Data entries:
──────
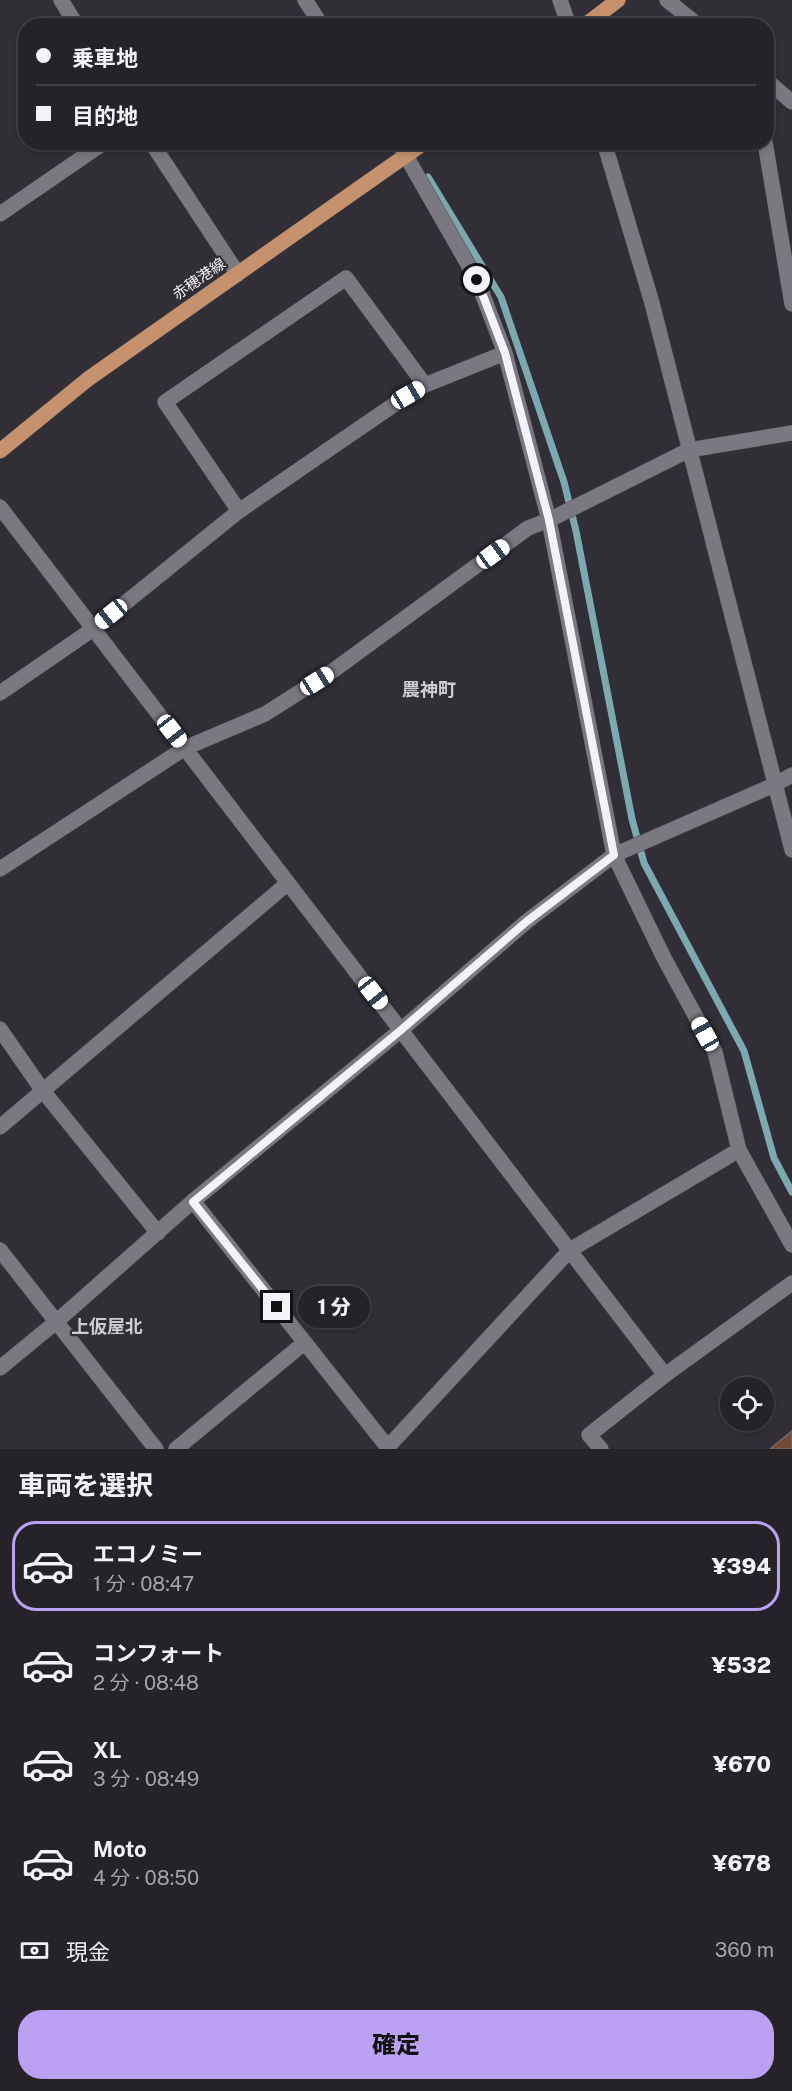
<!DOCTYPE html>
<html lang="ja">
<meta charset="utf-8">
<style>
:root{--surface:#252228;--page:#312f34;--text:#f1f3f6;--muted:#a3a4a8;--line:#423f45;--accent:#bca0f2}
body{margin:0;font-family:"Public Sans","Noto Sans JP",sans-serif;background:var(--page);color:var(--text);height:100vh;display:flex;flex-direction:column;font-size:22px;white-space:nowrap}
*{box-sizing:border-box;margin:0}
p{font-size:20px;color:var(--muted)}
.icon{flex:none;width:33px;height:33px;fill:none;stroke:currentColor;stroke-width:2;stroke-linecap:round;stroke-linejoin:round}
.map{position:relative;height:1449px;overflow:hidden}
.side{display:flex;flex-direction:column;background:var(--surface);flex:1}
.side>*{flex:none}
.guide{position:absolute;left:18px;top:18px;width:756px;height:132px;border-radius:24px;box-shadow:0 3px 9px #0003,0 0 0 2px var(--line);display:grid;align-content:center;height:132px;padding:0 18px;background:var(--surface)}
.buttons{position:absolute;left:720px;top:1377px;display:grid;gap:12px}
.buttons a{display:grid;place-items:center;width:54px;height:54px;border-radius:50%;background:var(--surface);box-shadow:0 3px 9px #0003,0 0 0 2px var(--line);font-size:30px}
.end{position:absolute;width:27px;height:27px;margin:-14px;border:8px solid #f5f2f7;background:#111;box-shadow:0 0 0 3px #111}
.from{border-radius:50%}
.bubble{position:absolute;height:42px;border-radius:21px;background:var(--surface);box-shadow:0 3px 9px #0003,0 0 0 2px var(--line);font-size:20px;font-weight:800;line-height:42px;text-align:center}
.car{position:absolute;width:18px;height:36px;margin:-18px -9px;border-radius:8px;box-shadow:0 0 4px 2px #0007;background:linear-gradient(#fff 24%,#345 0 40%,#fff 0 76%,#345 0 86%,#fff 0)}
.guide b{display:flex;align-items:center;gap:21px;height:57px;font-size:22px}
.guide b+b{border-top:2px solid var(--line)}
.guide i{width:15px;height:15px;background:var(--text)}
ul{padding:0;list-style:none}
li{display:flex;align-items:center;gap:18px;height:90px;margin:0 12px 9px;padding:0 6px;border:3px solid transparent;border-radius:24px}
li div{flex:1}
li b{display:block;font-size:22px}
li em{font-style:normal;font-weight:800}
li.selected{border-color:var(--accent)}
li>.icon{width:54px;height:54px;stroke-width:1.5}
h2{padding:0 18px;font-size:27px;line-height:72px}
.pay{display:flex;align-items:center;gap:15px;height:66px;padding:0 18px;font-size:22px}
.pay p{margin-inline-start:auto}
.primary-button{display:flex;gap:12px;margin-top:auto;padding:12px 18px}
.primary-button a{flex:1;height:69px;border-radius:24px;background:var(--accent);color:#111;font-size:24px;font-weight:800;line-height:69px;text-align:center}
.map>svg:first-child{display:block}
.lines{fill:none;stroke-linecap:round;stroke-linejoin:round}
.stream{stroke:#7ca8af;stroke-width:7}
.building{fill:#744736;stroke:#736965;stroke-width:1.5}
.minor-casing{stroke:#4e4b51;stroke-width:16}
.major-casing{stroke:#4e4b51;stroke-width:16}
.minor{stroke:#7c7881;stroke-width:15}
.major{stroke:#c5926d;stroke-width:15}
.route{stroke:#f5f2f7;stroke-width:8}
.labels{text-anchor:middle;stroke-width:4.5;stroke-linejoin:round;paint-order:stroke}
.street-label{font-size:15px;fill:#f5f2f7;stroke:#312e35}
.quarter-label{font-size:18px;font-weight:bold;fill:#cfcbd4;stroke:#312e35}
</style>
<div class="map">
<svg width="792" height="1449" viewBox="0 0 792 1449">
<rect width="100%" height="100%" fill="#312e35"/>
<g class="lines">
<!-- stream -->
<path class="stream" d="M428,177L501,297L564,482L576,531L632,819L644,863L744,1051L774,1158L792,1192"/>
</g>
<!-- building -->
<path class="building" d="M792,1431V1449H770Z"/>
<g class="lines">
<!-- minor casing -->
<g class="minor-casing">
<path id="minor" d="M61,0L77,26
M305,0L322,26
M560,0L569,26
M667,0L699,26
M766,80L792,102
M151,142L238,274
M398,142L477,280L505,353L549,520L614,855L664,958L715,1052L739,1150L792,1245
M604,142L652,303L792,850
M765,142L792,304
M0,214L105,142
M0,507L665,1375
M239,511L165,402L346,278L425,385
M0,693L93,629L239,511L408,395L425,385L505,353
M0,869L185,748L265,714L334,670L528,528L549,520L689,450L792,433
M0,1029L43,1091L158,1233
M0,1127L288,883
M193,1201L389,1449
M0,1250L156,1449
M0,1368L56,1322L193,1201L401,1030L526,922L614,855L774,785L792,775
M176,1449L304,1343
M386,1449L570,1250L739,1150
M601,1449L589,1435L665,1375L792,1283"/>
</g>
<!-- major casing -->
<g class="major-casing">
<path id="major" d="M584,26L618,0
M0,451L88,379L425,142"/>
</g>
<!-- minor -->
<use href="#minor" class="minor"/>
<!-- major -->
<use href="#major" class="major"/>
</g>
<g class="lines">
<!-- route -->
<path class="route" d="M277,1307L193,1202L401,1030L526,922L614,855L549,520L505,353L477,280"/>
</g>
<g class="labels">
<!-- street labels -->
<g class="street-label">
<text transform="translate(199 279) rotate(-35)" y="5">赤穂港線</text>
</g>
<!-- quarter labels -->
<g class="quarter-label">
<text x="429" y="696">農神町</text>
<text x="107" y="1333">上仮屋北</text>
</g>
</g>
</svg>
<div class="buttons">
<a><svg class="icon" aria-label="locate" viewBox="0 0 24 24"><circle cx="12" cy="12" r="6"/><path d="M12 2v4M12 18v4M2 12h4M18 12h4"/></svg></a>
</div>
<i class="end from" style="left:477px;top:280px"></i>
<i class="end" style="left:277px;top:1307px"></i>
<div class="bubble" style="left:298px;top:1286px;width:72px">1 分</div>
<i class="car" style="left:408px;top:395px;rotate:60deg"></i>
<i class="car" style="left:493px;top:554px;rotate:54deg"></i>
<i class="car" style="left:111px;top:614px;rotate:231deg"></i>
<i class="car" style="left:317px;top:681px;rotate:58deg"></i>
<i class="car" style="left:172px;top:731px;rotate:142deg"></i>
<i class="car" style="left:373px;top:993px;rotate:142deg"></i>
<i class="car" style="left:705px;top:1034px;rotate:331deg"></i>
<div class="guide">
<b><i class="from"></i>乗車地</b>
<b><i></i>目的地</b>
</div>
</div>
<section class="side">
<h2>車両を選択</h2>
<ul>
<li class="selected"><svg class="icon" aria-label="car" viewBox="0 0 24 24"><path d="M5 17H2v-5l4-1 3-4h7l3 4 3 1v5h-3M9 17h6M6 11h13"/><circle cx="7" cy="17" r="2"/><circle cx="17" cy="17" r="2"/></svg><div><b>エコノミー</b><p>1 分 · 08:47</p></div><em>¥394</em></li>
<li><svg class="icon" aria-label="car" viewBox="0 0 24 24"><path d="M5 17H2v-5l4-1 3-4h7l3 4 3 1v5h-3M9 17h6M6 11h13"/><circle cx="7" cy="17" r="2"/><circle cx="17" cy="17" r="2"/></svg><div><b>コンフォート</b><p>2 分 · 08:48</p></div><em>¥532</em></li>
<li><svg class="icon" aria-label="car" viewBox="0 0 24 24"><path d="M5 17H2v-5l4-1 3-4h7l3 4 3 1v5h-3M9 17h6M6 11h13"/><circle cx="7" cy="17" r="2"/><circle cx="17" cy="17" r="2"/></svg><div><b>XL</b><p>3 分 · 08:49</p></div><em>¥670</em></li>
<li><svg class="icon" aria-label="car" viewBox="0 0 24 24"><path d="M5 17H2v-5l4-1 3-4h7l3 4 3 1v5h-3M9 17h6M6 11h13"/><circle cx="7" cy="17" r="2"/><circle cx="17" cy="17" r="2"/></svg><div><b>Moto</b><p>4 分 · 08:50</p></div><em>¥678</em></li>
</ul>
<div class="pay"><svg class="icon" aria-label="cash" viewBox="0 0 24 24"><path d="M3 7h18v10H3z"/><circle cx="12" cy="12" r="2"/></svg>現金<p>360 m</p></div>
<div class="primary-button"><a>確定</a></div>
</section>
──────
Scan the data above and report each line in which "auto" is present.

Expected answer |
.pay p{margin-inline-start:auto}
.primary-button{display:flex;gap:12px;margin-top:auto;padding:12px 18px}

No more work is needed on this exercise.